This invention relates generally to a communication control circuit in a system using a Centronics compatible parallel interface. In particular, this invention relates to a circuit for generating an acknowledge signal and a busy signal, wherein the above two signals control sending and receiving of the communication data between at least two communication stations.

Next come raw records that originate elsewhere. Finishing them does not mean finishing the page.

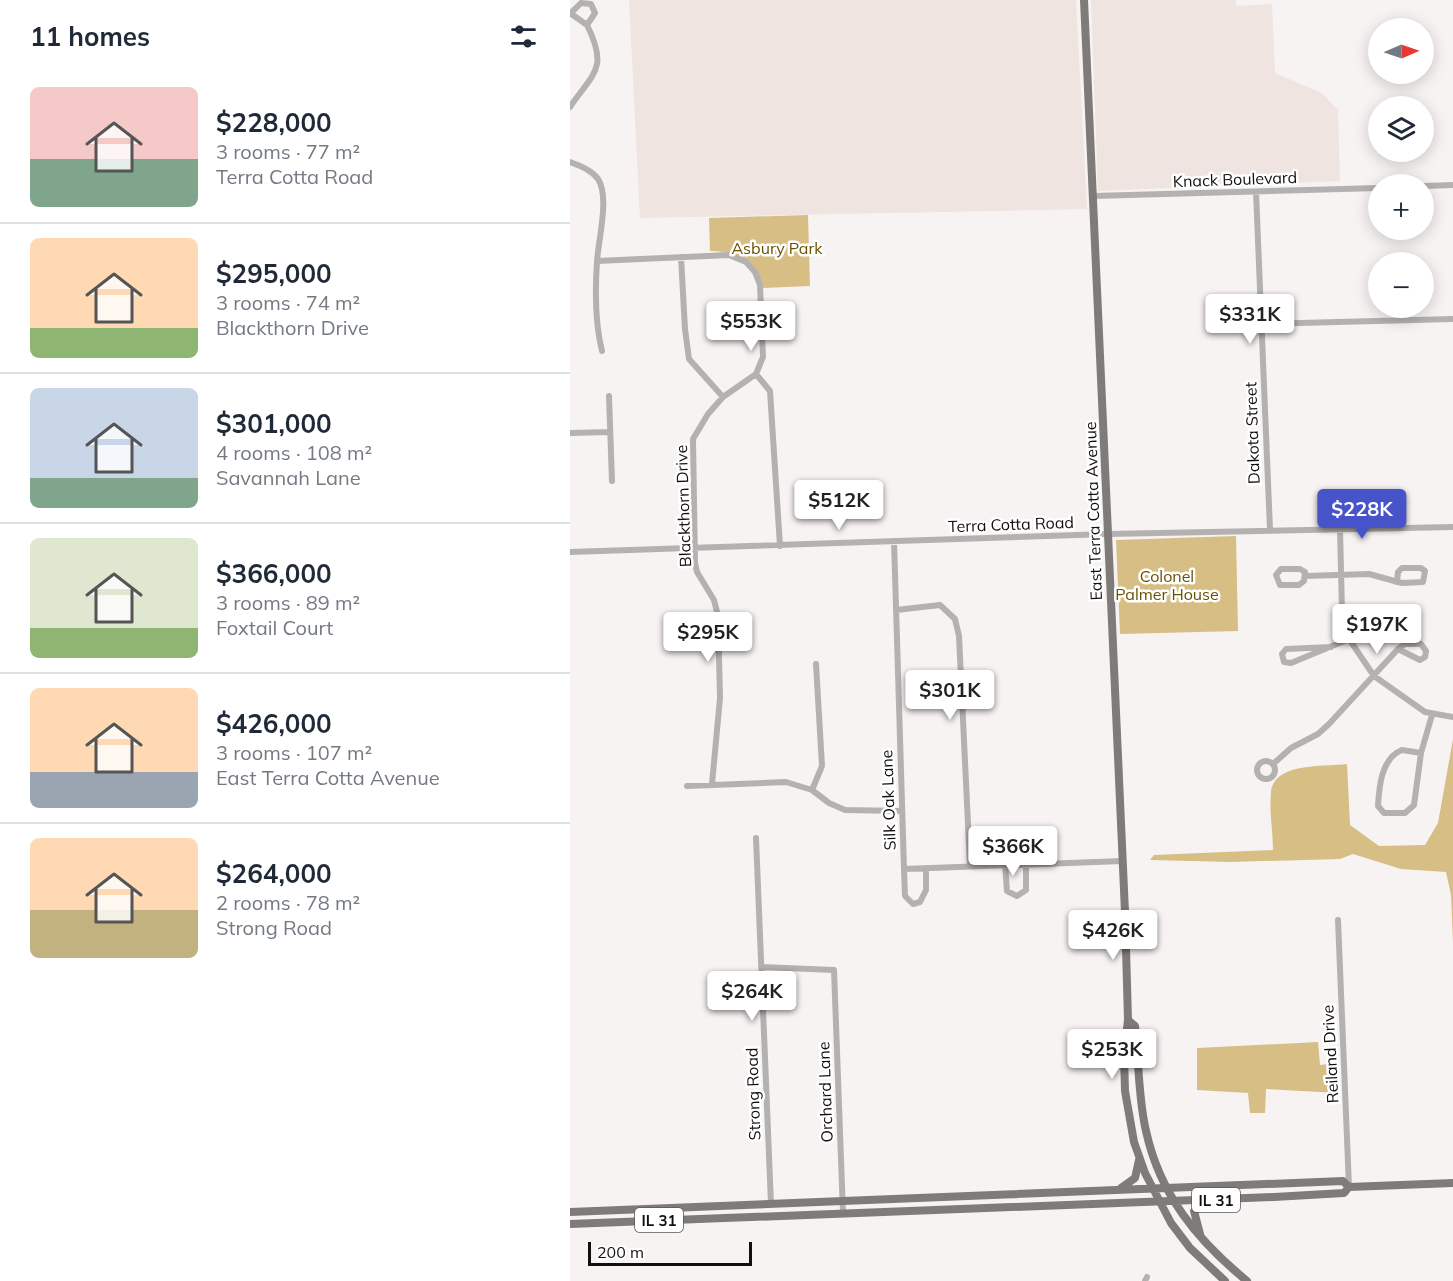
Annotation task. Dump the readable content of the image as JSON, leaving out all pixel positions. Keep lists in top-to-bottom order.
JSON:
{
  "streets": {
    "main road": ["East Terra Cotta Avenue", "IL 31"],
    "street": [
      "Knack Boulevard",
      "Dakota Street",
      "Blackthorn Drive",
      "Terra Cotta Road",
      "Silk Oak Lane",
      "Reiland Drive",
      "Orchard Lane",
      "Strong Road"
    ]
  },
  "crossings": [
    ["Knack Boulevard", "Dakota Street"],
    ["Knack Boulevard", "East Terra Cotta Avenue"],
    ["Dakota Street", "Terra Cotta Road"],
    ["Blackthorn Drive", "Terra Cotta Road"],
    ["East Terra Cotta Avenue", "Terra Cotta Road"],
    ["East Terra Cotta Avenue", "IL 31"],
    ["Terra Cotta Road", "Silk Oak Lane"],
    ["Reiland Drive", "IL 31"],
    ["Orchard Lane", "Strong Road"],
    ["Orchard Lane", "IL 31"],
    ["Strong Road", "IL 31"]
  ],
  "parks": ["Asbury Park", "Colonel Palmer House"],
  "scale_bar": "200 m",
  "north": "right",
  "page": {
    "heading": "11 homes",
    "map_buttons": ["+", "−"],
    "list": [
      {
        "name": "$228,000",
        "note": "3 rooms · 77 m² · Terra Cotta Road"
      },
      {
        "name": "$295,000",
        "note": "3 rooms · 74 m² · Blackthorn Drive"
      },
      {
        "name": "$301,000",
        "note": "4 rooms · 108 m² · Savannah Lane"
      },
      {
        "name": "$366,000",
        "note": "3 rooms · 89 m² · Foxtail Court"
      },
      {
        "name": "$426,000",
        "note": "3 rooms · 107 m² · East Terra Cotta Avenue"
      },
      {
        "name": "$264,000",
        "note": "2 rooms · 78 m² · Strong Road"
      }
    ],
    "price": [
      "$331K",
      "$553K",
      "$512K",
      "$228K",
      "$197K",
      "$295K",
      "$301K",
      "$366K",
      "$426K",
      "$264K",
      "$253K"
    ],
    "scale": "200 m"
  }
}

Generally, a laser printer, for example, using a Centronics compatible parallel interface has a specific data communication method of communicating data between communication systems, which follows basically the regulation of the Centronics. For instance, in a conventional method, when data is transmitted from another data communication device, strobe signal S.sub.1 output from a Centronics interface cable 30 will be transmitted together with the data communication signal, as illustrated in FIG. 1. If the strobe signal S.sub.1 is generated, a busy signal S.sub.2 of the logic high state will be generated to prevent transmission of different data until the data processing of the data transmitted currently is completely executed by a CPU 10. In this case, the busy signal S.sub.2 is applied to an interrupt terminal of the CPU 10 so as to inform the CPU 10 of incoming data. Then, the CPU 10 starts to read in the data received from the other data communication device and generates an acknowledge signal S.sub.3 from an output port Y.sub.1 thereof to an acknowledge terminal ACK of the Centronics interface cable 30 in order to send it to the other data communication device so that the completion of the data receiving may be indicated to the other data communication device.
At about the same moment, the busy signal S.sub.2 of the logic high, generated by the busy signal generator 20, will make a transition from the logic high to low in order to prepare for other data receiving. On the other hand, if the CPU 10 is unable to receive the data, the busy signal S.sub.2 must be switched to the logic high again.
For instance, if the busy signal generator 20 produces the busy signal S.sub.2 under the control of a first control signal S.sub.5 which controls the generation and release of the busy condition according to the CPU 10, then the busy signal S.sub.2 and a second control signal S.sub.6 generated from the CPU 10 are provided to an OR gate G.sub.1 which applies the logical result thereof to a busy terminal BUSY of the Centronics interface cable 30. In the meantime, the second control signal S.sub.6 is used for generating or releasing the busy condition according to the CPU 10.
With respect to the timing relation of the acknowledge signal S.sub.3 and busy signal S.sub.2 data receiving, when considered in the place of the other data communication device (a transmitter), the busy signal S.sub.2 of the receiver (in this case, the system of FIG. 1) becomes the logic low state after the transmitter sends out one frame of data. If the transmitter receives the acknowledge signal S.sub.3 generated from the receiver, the transmitter will be ready to send another frame of data. It should be noted that these operations are controlled by the CPU 10 by means of software.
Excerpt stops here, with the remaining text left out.